A tired pastor is an ineffective pastor. And a pastor who won’t take a Sabbath because they think the church can’t make it without them is both insecure and arrogant. A deadly combination that will cut a pastorate short as quickly as anything will.

Pastors, this may be hard on some of our egos, but you need a Sabbath more than your church needs you. And, paradoxically, you need a Sabbath because your church needs you.

6. Don’t Let Your Experience Stifle Your Adaptability

I’ve spent over 40 years in pastoral ministry gaining a wealth of experience. And now it matters less than it ever has.

Experience is of great value. But only if you can remain adaptable, as well.

But too often we allow our experiences to dig ruts in our minds, hearts and spirits. We complain about the sad state of the church “these days” and pine for the way things used to be – but probably never were. Our previous experiences are stifling the creative spark of the Spirit, who always wants to do a new thing in a new generation.

Thankfully, experience and adaptability are not mutually exclusive. If we infuse our years of pastoral experience with a healthy curiosity and adaptability we’ll have a powerful combination.

7. Do Reverse Mentoring

There are young people in our churches who are called to ministry – lay leadership and full-time clergy. But we sometimes miss it because the ministry they’re called to doesn’t look like the ministry we’re used to.

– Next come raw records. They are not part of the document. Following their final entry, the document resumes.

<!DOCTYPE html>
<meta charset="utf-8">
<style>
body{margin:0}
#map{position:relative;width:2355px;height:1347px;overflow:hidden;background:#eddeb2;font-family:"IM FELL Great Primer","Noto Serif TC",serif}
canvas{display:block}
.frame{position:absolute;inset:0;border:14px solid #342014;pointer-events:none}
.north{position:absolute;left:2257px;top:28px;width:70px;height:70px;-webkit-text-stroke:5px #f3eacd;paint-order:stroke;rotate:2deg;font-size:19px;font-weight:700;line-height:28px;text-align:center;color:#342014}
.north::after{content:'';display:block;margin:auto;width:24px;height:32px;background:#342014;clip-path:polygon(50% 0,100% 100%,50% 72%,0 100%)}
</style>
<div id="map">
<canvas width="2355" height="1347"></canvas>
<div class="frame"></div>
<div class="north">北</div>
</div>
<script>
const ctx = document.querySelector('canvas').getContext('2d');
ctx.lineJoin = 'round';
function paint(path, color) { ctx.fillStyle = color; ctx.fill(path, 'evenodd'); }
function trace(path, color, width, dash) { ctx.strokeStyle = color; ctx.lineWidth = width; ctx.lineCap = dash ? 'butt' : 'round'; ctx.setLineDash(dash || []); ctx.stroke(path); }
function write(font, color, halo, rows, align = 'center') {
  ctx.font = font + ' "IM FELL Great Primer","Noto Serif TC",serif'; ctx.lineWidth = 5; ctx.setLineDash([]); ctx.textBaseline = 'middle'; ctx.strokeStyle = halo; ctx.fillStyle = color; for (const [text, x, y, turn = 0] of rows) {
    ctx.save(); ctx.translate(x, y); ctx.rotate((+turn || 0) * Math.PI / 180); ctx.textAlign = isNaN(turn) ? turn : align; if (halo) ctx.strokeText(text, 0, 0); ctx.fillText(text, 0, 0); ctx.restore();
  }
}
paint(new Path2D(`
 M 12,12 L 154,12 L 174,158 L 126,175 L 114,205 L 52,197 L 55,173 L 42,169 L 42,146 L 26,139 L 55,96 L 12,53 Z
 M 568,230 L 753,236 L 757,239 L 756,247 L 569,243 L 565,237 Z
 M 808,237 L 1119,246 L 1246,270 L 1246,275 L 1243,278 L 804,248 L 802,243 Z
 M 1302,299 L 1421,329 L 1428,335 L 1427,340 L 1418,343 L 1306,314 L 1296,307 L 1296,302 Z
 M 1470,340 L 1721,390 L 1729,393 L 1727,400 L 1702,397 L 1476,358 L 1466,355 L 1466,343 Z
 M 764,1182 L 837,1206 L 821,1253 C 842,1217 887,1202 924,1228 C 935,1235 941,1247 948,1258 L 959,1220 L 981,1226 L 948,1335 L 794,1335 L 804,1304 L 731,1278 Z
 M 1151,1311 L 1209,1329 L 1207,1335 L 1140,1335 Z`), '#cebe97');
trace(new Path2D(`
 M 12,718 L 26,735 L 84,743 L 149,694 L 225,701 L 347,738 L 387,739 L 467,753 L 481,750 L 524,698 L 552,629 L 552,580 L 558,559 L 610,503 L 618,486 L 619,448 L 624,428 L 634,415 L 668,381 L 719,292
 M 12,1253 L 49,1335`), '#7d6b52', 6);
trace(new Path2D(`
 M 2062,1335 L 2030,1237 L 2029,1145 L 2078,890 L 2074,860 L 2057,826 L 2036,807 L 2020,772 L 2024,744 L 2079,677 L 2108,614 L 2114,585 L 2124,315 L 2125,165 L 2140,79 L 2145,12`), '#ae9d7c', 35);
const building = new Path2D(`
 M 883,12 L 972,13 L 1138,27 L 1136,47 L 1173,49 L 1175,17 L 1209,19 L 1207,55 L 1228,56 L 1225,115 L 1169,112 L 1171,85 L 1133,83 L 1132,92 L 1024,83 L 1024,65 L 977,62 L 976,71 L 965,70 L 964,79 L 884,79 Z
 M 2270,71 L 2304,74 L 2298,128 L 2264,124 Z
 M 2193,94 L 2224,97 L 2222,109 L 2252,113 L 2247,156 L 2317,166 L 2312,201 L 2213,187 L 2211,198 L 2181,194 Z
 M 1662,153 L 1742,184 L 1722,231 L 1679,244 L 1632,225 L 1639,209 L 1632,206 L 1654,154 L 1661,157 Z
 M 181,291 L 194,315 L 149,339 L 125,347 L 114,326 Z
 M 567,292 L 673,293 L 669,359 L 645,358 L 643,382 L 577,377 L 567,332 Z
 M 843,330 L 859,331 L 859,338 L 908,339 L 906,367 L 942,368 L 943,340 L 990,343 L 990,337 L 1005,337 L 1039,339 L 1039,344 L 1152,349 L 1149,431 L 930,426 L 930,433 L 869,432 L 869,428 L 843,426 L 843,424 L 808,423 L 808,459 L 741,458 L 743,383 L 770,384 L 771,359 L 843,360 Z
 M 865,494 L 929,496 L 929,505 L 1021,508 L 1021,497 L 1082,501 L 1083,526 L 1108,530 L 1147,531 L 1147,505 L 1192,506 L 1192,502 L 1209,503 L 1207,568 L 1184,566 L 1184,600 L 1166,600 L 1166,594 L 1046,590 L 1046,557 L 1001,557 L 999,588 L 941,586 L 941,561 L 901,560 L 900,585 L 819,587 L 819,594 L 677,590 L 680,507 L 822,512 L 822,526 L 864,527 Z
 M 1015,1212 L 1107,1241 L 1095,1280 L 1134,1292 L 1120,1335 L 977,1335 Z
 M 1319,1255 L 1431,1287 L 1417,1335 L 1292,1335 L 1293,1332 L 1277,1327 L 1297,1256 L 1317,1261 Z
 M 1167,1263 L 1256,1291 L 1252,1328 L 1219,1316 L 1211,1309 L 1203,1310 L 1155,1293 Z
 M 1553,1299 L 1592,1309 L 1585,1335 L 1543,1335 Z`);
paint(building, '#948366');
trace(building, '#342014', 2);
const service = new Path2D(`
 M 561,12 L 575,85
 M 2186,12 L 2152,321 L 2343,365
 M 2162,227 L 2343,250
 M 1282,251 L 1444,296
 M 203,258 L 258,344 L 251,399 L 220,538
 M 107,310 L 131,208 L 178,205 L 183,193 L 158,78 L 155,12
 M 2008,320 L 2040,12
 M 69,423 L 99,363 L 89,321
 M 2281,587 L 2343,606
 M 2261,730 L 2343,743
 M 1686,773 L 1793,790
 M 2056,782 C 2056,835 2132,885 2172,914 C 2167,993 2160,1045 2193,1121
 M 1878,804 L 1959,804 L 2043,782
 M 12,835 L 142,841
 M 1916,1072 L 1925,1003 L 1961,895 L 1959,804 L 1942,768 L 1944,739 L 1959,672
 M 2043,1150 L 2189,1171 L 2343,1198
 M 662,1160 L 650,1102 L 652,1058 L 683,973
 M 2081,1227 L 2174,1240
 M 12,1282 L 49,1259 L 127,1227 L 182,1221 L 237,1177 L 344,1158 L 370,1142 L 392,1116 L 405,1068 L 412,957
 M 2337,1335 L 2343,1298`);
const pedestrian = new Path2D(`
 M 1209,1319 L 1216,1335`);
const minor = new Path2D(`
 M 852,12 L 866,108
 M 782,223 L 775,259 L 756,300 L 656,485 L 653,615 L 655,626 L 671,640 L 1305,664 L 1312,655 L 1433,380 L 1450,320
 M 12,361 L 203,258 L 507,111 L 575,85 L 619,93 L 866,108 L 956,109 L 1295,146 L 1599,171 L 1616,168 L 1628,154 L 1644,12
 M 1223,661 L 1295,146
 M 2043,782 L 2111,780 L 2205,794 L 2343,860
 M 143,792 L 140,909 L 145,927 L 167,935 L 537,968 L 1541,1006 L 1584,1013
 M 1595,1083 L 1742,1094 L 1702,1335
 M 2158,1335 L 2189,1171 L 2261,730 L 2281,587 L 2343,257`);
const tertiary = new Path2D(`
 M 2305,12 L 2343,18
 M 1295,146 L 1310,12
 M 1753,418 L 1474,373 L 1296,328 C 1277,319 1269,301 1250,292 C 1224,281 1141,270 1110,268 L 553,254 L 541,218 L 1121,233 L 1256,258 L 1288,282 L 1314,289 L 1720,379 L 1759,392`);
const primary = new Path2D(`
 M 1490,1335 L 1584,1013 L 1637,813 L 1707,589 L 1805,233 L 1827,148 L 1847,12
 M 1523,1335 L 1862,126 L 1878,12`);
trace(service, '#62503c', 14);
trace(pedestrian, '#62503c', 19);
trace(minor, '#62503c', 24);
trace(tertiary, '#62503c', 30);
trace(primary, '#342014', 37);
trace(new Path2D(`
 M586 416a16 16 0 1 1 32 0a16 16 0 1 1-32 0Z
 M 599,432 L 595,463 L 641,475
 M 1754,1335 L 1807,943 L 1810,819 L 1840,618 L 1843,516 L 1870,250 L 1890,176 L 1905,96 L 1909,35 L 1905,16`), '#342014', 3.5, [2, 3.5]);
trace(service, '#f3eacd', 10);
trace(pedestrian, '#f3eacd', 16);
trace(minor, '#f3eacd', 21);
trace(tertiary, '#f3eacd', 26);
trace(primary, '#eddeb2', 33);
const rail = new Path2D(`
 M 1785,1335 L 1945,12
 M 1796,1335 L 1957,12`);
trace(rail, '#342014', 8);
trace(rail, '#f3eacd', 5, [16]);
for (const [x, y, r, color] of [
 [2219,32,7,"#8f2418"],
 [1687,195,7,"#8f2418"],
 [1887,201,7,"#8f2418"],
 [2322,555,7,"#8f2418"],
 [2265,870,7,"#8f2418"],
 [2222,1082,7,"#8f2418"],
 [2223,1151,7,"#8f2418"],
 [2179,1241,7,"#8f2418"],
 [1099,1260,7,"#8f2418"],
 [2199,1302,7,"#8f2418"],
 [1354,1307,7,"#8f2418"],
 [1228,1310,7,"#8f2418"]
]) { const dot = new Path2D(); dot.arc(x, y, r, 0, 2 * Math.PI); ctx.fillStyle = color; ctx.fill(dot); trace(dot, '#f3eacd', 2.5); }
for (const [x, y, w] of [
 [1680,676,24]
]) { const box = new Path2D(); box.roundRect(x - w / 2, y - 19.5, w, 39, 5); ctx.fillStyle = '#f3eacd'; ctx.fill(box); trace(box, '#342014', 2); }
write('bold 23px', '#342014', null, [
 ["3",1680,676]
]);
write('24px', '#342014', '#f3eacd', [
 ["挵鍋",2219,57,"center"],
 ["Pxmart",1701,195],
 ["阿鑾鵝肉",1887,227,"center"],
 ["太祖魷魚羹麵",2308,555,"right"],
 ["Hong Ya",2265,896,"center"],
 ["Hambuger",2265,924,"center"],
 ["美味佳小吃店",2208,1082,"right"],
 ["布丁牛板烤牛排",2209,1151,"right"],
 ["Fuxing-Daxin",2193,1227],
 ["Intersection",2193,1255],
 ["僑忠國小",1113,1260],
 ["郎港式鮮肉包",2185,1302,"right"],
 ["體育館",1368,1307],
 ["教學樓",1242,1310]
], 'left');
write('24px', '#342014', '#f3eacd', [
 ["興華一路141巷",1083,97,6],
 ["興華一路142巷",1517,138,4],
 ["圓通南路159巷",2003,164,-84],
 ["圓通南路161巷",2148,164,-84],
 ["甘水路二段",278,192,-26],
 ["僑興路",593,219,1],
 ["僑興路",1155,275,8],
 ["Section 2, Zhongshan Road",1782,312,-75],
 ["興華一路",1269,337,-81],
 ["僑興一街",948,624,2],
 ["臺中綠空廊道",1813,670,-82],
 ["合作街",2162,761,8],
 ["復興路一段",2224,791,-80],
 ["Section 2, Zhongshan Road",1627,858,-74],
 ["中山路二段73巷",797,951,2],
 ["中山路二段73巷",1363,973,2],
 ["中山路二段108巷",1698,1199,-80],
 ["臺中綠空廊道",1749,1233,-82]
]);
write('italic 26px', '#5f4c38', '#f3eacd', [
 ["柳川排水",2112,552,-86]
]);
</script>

So, instead of encouraging them to follow where God is leading them, we force them into our old molds and call it discipleship. Or mentoring.

What we need is some reverse mentoring. Old coots like me need to add listening to our discipleship tool-belt. We need more dialog, not just monolog. When we do that, we might like what we hear.

I haven’t come up with a great, new ministry idea in decades. But our church is filled with great ideas because I’ve learned to listen.

8. Say ‘Yes’ a Lot – Even to Ideas that Didn’t Work Before

I love saying ‘yes’ to crazy ideas. Even to ideas that failed before.

After all, the flip-side of “what worked then, won’t work now” is “what didn’t work then, might work now.”

Pastors who keep a foot on the brakes don’t inspire anyone. Pastors with a listening ear and a hand on the steering wheel can nudge good ideas to become great ones.

That’s where innovative churches come from. And that’s how we keep ourselves and our churches fresh for a long time to come.